DD has this on her top 4 teeth. I freaked out when I first noticed it! We took her to the dentist and she basically said that yes, it's decay. I thought it was just plaque but apparently for her it was already beyond that. I was (and still am) devastated. We never/rarely give sweets (some honey now), brush her teeth, no juice, etc. etc. It does seem to have slowed down which is good. My dentist wants to give us MI Paste but it's a lactose base and our DD has suspected allergies so we're holding off.

It wouldn't hurt to get it checked out. My dentist also said to me that if you can scrape it off with your fingernail then it's nothing to worry about.


----------



## crunchy_mommy

Quote:


> Originally Posted by *mamadiamond*
> 
> i've heard really good things about xylitol, so i'm planning to start adding some to her sippy cup.


I've heard great things about xylitol too, we use it in our homemade toothpaste, but just wanted to mention in case you weren't aware -- xylitol can cause diarrhea... so I'd personally use it more as a toothpaste or rinse rather than putting it in her cup...

OP, I'm not sure what to say about the discoloration, do you have a dentist you can bring him to? The fact that the discoloration is near the gum line would concern me...


----------



## hildare

not from personal experience but this happened to a friend. if it's brown in color and near the gumline, then it's decay.. and i'm not a go-to-doctors kind of person, but i think if that's what it is, the earlier you catch it, the better off you are. it's actually considered a bacterial infection of sorts.

also, from what i read the white spots are a precursor to the decay and an indication to step up the tooth care routine (which happened to us, and we have, despite the screaming though she quickly got used to it).

and honestly, you guys, we will never ever use a sippy cup, for that reason alone. it makes whatever is in the cup hit those vulnerable front teeth, even if you don't do juice.. even if it's mama milk, it is a different pattern of drinking than is normal. that's just my conspiracy theory brain there, though.


----------



## Jerlin

Has anyone's toddler have teeth discolorings like this?


----------



## SubliminalDarkness

Quote:


> Originally Posted by *hildare*
> 
> not from personal experience but this happened to a friend. if it's brown in color and near the gumline, then it's decay.. and i'm not a go-to-doctors kind of person, but i think if that's what it is, the earlier you catch it, the better off you are. it's actually considered a bacterial infection of sorts.
> 
> also, from what i read the white spots are a precursor to the decay and an indication to step up the tooth care routine (which happened to us, and we have, despite the screaming though she quickly got used to it).
> 
> and honestly, you guys, we will never ever use a sippy cup, for that reason alone. it makes whatever is in the cup hit those vulnerable front teeth, even if you don't do juice.. even if it's mama milk, it is a different pattern of drinking than is normal. that's just my conspiracy theory brain there, though.

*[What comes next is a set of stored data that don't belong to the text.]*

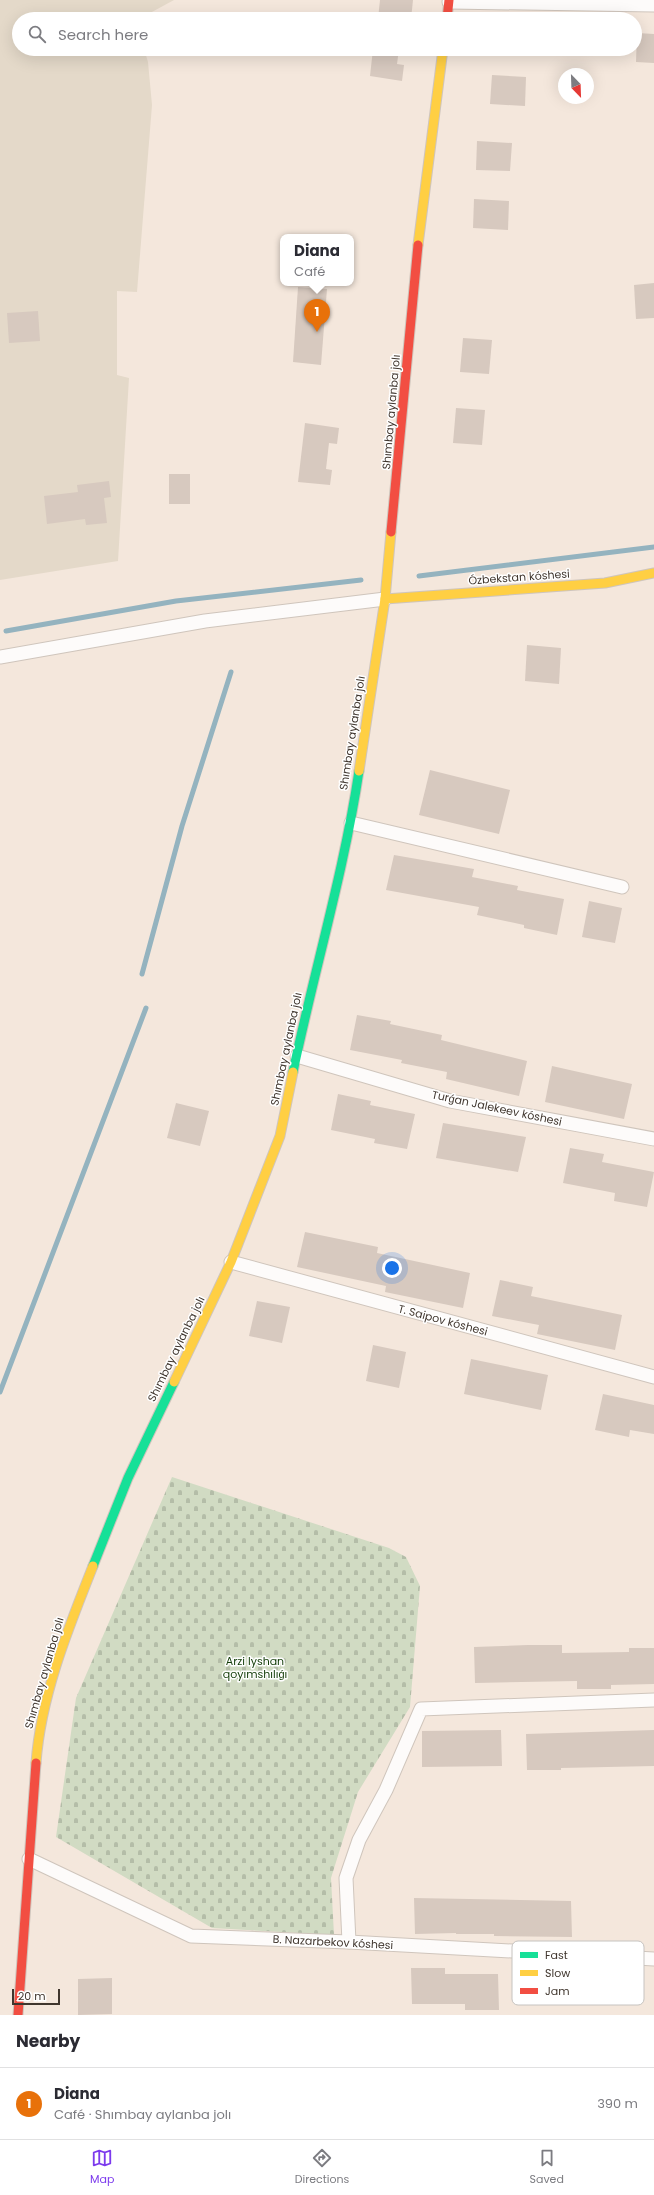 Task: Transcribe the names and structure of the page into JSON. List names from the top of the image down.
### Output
{
  "streets": {
    "main road": ["Shımbay aylanba jolı", "Ózbekstan kóshesi"],
    "street": ["Turǵan Jalekeev kóshesi", "T. Saipov kóshesi", "B. Nazarbekov kóshesi"]
  },
  "crossings": [
    ["Shımbay aylanba jolı", "Ózbekstan kóshesi"],
    ["Shımbay aylanba jolı", "Turǵan Jalekeev kóshesi"],
    ["Shımbay aylanba jolı", "T. Saipov kóshesi"],
    ["Shımbay aylanba jolı", "B. Nazarbekov kóshesi"]
  ],
  "parks": ["Arzi Iyshan qoyımshılıǵı"],
  "legend": ["Fast", "Slow", "Jam"],
  "scale_bar": "20 m",
  "north": "bottom right",
  "page": {
    "search": "Search here",
    "popup": ["Diana", "Café"],
    "pins": "1",
    "scale": "20 m",
    "heading": "Nearby",
    "list": [
      {
        "mark": "1",
        "name": "Diana",
        "note": "Café · Shımbay aylanba jolı",
        "value": "390 m"
      }
    ],
    "nav": ["Map", "Directions", "Saved"]
  }
}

Interesting.... We never used sippy cups, only straw cups. I'd never given the location of the liquid hitting the teeth any thought(though I did realize it applied with bottles vs. breast). But now I'm glad we always used straws!


----------



## su.wei

We just went through something similar with my 18 month old. At 12/13 months we figured out she had early childhood caries. hers was much more advanced than what your little one's looks like. (IF it is even the start of ECC). But to me it looks like the enamel is wearing away. We used flouride, MI paste, xylitol and brushed after she had anything to eat. We ended up getting the cavities filled last week while it was a 15 minute procedure.

Go to a pediatric dentist. Only they can really tell you what's going on.


----------



## sapphire_chan

Have you had antibiotics at anytime since getting pregnant with him? If you have (or he has) then the very first thing to do is check for a yeast infection and treat it. Otherwise everything else you do will be undone from within.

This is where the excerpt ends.